Der Grund für den kurzfristigen Erfolg der jungen Männer liegt im nahen Grün: Seldwyla grenzt unmittelbar an «unabsehbare Waldungen (…), welche das Vermögen der Stadt ausmachen». Holz ist begehrtes Kapital in diesen Schweizer Boomjahren und der Seldwyler Wald das «Paradies des Kredits». Mit atemberaubender Geschwindigkeit wird die Schweiz in jenen Jahren mit Eisenbahnschienen überzogen. Und so beginnen die Seldwyler Bürger mit einer grenzenlosen Baumschlächterei, nicht ahnend, dass sie sich mit der Zerstörung ihres kostbarsten Gutes, der Natur, ihr eigenes Grab schaufeln: Selbst die tausendjährige Wolfhartsgeereneiche fällt um des schnellen Geldes Willen. Doch nicht nur der Wald, auch der lustige, gesellige und festfreudige Charakter wird Opfer der radikalen Profitmaximierung… Kellers Novellenzyklus ist eine bitterböse Allegorie auf die tiefgreifenden Veränderungen in der fortschrittsfanatischen Schweiz des 19. Jahrhunderts. Die ersten fünf Novellen hat er übrigens fern der Heimat in Berlin verfasst.

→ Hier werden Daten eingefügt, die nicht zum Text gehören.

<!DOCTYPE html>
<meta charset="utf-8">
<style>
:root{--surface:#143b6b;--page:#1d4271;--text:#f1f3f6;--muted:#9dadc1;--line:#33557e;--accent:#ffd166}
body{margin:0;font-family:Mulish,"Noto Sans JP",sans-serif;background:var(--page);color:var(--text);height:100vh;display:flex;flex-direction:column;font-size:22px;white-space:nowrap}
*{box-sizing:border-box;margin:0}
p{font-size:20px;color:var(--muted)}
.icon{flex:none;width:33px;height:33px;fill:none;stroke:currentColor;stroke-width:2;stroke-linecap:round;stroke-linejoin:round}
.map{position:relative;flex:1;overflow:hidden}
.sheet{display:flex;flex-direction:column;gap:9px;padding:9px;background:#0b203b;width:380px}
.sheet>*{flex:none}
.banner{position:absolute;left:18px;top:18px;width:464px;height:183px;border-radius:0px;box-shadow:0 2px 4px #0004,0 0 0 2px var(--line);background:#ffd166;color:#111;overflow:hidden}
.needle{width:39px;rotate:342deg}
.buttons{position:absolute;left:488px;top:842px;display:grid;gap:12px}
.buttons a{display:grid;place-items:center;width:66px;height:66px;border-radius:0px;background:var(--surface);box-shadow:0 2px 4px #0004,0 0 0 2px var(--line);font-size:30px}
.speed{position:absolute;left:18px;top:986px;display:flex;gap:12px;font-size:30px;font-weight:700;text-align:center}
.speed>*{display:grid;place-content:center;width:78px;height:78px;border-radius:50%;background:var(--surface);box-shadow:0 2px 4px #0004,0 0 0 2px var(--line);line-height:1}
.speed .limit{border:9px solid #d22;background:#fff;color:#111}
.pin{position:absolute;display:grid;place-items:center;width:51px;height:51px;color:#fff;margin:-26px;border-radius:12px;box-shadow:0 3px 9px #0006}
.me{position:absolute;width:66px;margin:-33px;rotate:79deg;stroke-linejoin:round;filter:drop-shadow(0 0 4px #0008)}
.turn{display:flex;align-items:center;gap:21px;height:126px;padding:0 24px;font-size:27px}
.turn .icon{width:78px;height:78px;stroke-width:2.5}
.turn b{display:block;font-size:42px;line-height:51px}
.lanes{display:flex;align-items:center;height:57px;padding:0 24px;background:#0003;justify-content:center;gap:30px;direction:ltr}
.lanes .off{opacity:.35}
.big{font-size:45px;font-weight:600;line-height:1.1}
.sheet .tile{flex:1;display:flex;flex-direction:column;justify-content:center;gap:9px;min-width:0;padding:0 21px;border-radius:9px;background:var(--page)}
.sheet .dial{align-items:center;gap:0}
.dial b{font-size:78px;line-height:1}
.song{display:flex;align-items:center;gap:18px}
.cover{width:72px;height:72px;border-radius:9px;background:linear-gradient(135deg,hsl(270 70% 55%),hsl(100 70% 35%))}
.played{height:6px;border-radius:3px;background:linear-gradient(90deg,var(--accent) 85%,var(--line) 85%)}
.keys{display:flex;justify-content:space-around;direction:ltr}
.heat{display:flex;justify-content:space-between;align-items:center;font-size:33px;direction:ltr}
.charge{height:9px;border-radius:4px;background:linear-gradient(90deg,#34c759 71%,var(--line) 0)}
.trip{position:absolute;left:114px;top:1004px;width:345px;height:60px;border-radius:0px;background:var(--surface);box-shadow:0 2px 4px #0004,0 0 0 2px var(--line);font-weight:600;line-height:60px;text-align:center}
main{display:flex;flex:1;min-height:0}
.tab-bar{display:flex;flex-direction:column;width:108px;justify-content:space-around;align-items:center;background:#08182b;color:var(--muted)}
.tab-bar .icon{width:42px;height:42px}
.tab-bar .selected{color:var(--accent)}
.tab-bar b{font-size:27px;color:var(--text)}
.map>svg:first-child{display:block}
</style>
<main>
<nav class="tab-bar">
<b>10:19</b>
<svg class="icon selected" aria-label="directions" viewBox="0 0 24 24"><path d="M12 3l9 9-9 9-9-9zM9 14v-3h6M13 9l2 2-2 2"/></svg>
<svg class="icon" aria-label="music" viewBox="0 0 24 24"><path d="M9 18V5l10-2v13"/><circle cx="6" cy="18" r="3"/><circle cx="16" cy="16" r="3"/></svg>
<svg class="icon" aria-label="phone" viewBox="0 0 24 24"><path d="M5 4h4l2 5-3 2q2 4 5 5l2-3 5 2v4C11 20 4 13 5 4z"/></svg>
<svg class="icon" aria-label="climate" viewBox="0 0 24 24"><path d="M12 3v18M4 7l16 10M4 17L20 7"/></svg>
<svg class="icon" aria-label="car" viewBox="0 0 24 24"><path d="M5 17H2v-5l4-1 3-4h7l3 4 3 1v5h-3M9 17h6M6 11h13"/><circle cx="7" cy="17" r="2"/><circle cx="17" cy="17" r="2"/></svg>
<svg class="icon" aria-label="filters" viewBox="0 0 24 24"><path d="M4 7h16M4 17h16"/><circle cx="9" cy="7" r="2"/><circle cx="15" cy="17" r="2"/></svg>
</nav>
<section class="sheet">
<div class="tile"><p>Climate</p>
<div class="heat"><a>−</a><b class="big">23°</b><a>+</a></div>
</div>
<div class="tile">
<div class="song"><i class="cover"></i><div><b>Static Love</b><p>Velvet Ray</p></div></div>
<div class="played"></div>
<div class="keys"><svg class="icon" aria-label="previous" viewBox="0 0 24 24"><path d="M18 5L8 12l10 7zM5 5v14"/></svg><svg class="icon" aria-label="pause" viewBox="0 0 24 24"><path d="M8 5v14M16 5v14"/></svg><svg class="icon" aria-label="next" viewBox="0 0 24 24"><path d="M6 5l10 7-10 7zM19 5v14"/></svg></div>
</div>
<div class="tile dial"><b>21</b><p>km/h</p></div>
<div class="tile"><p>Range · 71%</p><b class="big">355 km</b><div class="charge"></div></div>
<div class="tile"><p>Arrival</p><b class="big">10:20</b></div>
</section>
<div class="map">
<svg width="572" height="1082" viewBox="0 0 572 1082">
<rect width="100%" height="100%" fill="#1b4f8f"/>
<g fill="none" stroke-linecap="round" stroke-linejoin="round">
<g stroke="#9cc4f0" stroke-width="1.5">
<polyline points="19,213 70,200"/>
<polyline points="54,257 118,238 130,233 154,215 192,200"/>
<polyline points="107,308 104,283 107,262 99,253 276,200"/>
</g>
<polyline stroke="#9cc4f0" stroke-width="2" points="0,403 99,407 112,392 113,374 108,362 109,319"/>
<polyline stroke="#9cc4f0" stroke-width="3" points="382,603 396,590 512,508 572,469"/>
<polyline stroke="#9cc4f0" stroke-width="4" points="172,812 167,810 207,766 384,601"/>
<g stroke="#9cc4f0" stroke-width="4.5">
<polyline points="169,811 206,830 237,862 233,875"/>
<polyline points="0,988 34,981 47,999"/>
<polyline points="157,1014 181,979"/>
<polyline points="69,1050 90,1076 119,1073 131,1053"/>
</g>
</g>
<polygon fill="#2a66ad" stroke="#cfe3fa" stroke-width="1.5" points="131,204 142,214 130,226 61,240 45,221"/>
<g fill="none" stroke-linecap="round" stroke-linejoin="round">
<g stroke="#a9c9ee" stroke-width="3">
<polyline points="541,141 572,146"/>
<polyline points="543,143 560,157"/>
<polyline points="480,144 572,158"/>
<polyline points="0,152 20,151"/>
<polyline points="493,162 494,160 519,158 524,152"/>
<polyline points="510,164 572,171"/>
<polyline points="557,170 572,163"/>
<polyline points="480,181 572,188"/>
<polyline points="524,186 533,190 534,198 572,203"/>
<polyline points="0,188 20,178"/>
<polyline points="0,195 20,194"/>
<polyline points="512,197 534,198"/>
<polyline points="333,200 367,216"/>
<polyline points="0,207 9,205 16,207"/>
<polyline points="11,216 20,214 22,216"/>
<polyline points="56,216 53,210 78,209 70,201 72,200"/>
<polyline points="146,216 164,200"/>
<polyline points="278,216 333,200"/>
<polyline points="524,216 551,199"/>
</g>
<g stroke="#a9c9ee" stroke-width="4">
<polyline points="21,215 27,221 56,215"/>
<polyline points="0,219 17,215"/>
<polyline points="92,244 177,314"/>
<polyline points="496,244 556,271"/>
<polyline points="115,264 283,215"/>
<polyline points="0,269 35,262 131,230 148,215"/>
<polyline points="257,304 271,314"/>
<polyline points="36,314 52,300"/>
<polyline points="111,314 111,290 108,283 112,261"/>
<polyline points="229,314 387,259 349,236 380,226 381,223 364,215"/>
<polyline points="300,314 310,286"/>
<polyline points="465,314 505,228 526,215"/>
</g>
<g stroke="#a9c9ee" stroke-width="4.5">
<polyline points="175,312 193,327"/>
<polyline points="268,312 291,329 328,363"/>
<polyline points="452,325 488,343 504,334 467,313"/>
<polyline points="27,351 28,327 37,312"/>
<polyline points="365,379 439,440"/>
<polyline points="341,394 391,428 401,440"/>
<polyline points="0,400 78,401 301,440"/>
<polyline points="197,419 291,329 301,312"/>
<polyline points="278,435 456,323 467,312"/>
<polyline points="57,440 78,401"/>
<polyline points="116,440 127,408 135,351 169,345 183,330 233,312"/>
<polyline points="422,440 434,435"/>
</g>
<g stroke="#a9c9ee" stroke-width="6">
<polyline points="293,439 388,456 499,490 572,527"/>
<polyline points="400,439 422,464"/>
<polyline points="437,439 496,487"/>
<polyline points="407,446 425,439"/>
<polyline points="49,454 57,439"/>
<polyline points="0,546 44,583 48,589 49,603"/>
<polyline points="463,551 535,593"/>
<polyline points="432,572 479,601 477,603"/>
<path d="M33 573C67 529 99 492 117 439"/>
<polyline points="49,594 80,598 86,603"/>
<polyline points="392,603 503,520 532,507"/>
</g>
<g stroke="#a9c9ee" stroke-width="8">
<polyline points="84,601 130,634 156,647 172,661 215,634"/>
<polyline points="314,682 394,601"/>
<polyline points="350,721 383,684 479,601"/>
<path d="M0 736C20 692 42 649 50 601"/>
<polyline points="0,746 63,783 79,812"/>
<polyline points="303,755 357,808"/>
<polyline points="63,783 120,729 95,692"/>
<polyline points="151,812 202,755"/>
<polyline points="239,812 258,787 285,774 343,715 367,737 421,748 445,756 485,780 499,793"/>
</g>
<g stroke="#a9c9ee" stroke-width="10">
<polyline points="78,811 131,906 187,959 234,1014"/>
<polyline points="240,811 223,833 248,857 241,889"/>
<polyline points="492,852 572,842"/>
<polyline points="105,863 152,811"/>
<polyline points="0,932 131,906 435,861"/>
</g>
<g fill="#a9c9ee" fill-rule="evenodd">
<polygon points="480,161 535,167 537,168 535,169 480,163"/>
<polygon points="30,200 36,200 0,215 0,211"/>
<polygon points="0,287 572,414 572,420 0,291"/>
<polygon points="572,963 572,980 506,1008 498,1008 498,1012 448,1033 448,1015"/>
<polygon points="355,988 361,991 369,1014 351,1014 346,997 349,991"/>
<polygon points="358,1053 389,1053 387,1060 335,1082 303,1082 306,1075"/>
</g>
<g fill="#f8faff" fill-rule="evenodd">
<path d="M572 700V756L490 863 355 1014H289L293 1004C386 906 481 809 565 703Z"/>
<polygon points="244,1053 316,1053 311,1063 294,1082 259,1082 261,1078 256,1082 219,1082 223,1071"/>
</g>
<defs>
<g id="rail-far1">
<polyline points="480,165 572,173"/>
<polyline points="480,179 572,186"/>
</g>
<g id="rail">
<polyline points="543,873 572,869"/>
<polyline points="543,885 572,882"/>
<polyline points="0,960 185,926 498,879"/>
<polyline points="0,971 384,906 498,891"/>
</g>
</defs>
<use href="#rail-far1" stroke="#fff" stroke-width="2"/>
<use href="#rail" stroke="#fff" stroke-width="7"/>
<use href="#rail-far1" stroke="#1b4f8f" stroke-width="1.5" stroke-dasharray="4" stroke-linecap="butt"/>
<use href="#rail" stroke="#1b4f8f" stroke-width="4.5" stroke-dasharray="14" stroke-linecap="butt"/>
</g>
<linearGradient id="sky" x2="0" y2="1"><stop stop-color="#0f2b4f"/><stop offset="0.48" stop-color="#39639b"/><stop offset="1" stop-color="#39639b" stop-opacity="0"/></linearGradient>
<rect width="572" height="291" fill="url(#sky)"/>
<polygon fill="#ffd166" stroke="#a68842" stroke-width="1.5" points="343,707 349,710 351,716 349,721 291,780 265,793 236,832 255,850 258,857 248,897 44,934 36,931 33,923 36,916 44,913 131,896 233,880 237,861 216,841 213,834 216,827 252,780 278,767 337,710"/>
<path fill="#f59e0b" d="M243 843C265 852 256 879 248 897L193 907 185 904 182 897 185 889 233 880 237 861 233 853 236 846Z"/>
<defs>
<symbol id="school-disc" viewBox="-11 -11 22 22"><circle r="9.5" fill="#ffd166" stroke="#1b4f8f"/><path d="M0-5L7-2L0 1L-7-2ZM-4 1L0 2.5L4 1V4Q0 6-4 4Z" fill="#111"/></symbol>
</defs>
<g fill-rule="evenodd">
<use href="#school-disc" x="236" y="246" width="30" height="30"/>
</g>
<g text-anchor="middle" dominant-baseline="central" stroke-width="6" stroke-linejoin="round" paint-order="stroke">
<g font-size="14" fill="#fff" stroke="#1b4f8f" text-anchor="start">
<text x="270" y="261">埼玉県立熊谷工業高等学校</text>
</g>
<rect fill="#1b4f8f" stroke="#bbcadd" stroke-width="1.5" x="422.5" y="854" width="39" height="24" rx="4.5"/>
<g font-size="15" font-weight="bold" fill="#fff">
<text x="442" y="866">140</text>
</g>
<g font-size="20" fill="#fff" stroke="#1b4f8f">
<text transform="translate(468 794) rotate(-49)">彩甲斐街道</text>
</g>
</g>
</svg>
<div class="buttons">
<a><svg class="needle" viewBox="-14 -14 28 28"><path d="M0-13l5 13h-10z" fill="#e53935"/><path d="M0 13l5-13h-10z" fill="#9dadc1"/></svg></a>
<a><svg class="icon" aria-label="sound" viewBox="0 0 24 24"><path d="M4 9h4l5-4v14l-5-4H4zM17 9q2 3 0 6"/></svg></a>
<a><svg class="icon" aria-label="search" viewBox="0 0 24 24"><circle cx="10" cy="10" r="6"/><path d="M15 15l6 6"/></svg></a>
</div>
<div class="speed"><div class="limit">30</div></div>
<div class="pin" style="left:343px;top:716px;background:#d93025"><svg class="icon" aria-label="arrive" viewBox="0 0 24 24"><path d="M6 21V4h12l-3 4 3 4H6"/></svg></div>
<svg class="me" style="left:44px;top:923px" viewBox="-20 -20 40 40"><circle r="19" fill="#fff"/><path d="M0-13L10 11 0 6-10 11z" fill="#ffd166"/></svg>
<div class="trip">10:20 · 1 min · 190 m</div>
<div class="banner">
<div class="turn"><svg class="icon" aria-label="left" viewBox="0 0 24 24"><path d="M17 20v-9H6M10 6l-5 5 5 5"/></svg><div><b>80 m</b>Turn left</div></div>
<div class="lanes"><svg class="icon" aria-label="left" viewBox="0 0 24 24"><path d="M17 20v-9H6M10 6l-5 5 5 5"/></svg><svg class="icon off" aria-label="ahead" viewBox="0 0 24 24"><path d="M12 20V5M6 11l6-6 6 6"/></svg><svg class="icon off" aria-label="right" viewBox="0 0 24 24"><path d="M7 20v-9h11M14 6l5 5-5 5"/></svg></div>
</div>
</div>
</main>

Gottfried Keller (1819-1890) befand sich selbst über weite Strecken seines Lebens in Geldnot. Sein ursprünglicher Traum, Kunstmaler zu werden, endete 1842 – als Fahnenstangenmaler – in München bitter. Nach seiner Rückkehr in die Schweiz widmete er sich dem Schreiben und nahm dafür noch einmal fast 20 Jahre Mittellosigkeit in Kauf. Im Wirtschaften ungeschickt, langsam und steif wie er war, stand sich Gottfried Keller des Öfteren selbst im Wege – und es gäbe heute wohl weder den «Grünen Heinrich» noch den «Martin Salander», wäre da nicht (ausgerechnet!) der Politiker und Eisenbahnunternehmer Alfred Escher gewesen, der Keller ein ums andere Mal finanziell wieder auf die Beine half. (AB)

Zum Ort

Wo liegt Seldwyla? Das haben sich viele Leser und Leserinnen bei Erscheinen von Gottfried Kellers Novellenzyklus gefragt. Der Dichter antwortete darauf mit viel Humor: Es rage «in jeder Stadt und in jedem Tale der Schweiz ein Türmchen von Seldwyla, und diese Ortschaft sei mithin als eine Zusammenstellung solcher Türmchen, als eine ideale Stadt zu betrachten, welche nur auf den Bergnebel gemalt sei und mit ihm weiterziehe.» Eine sehr wahrscheinliche Inspirationsquelle für die Seldwyler Stoffe ist Kaiserstuhl (Bild) – dort siedelte Keller seine Novelle «Hadlaub» an und fand Anregungen für den Seldwyla-Zyklus. Das Städtchen am Hochrhein blickt auf eine siebenhundertjährige Geschichte zurück und strahlt noch immer etwas mittelalterliche Verträumtheit aus. Seit 2001 kann man den Gottfried-Keller-Dichterweg begehen.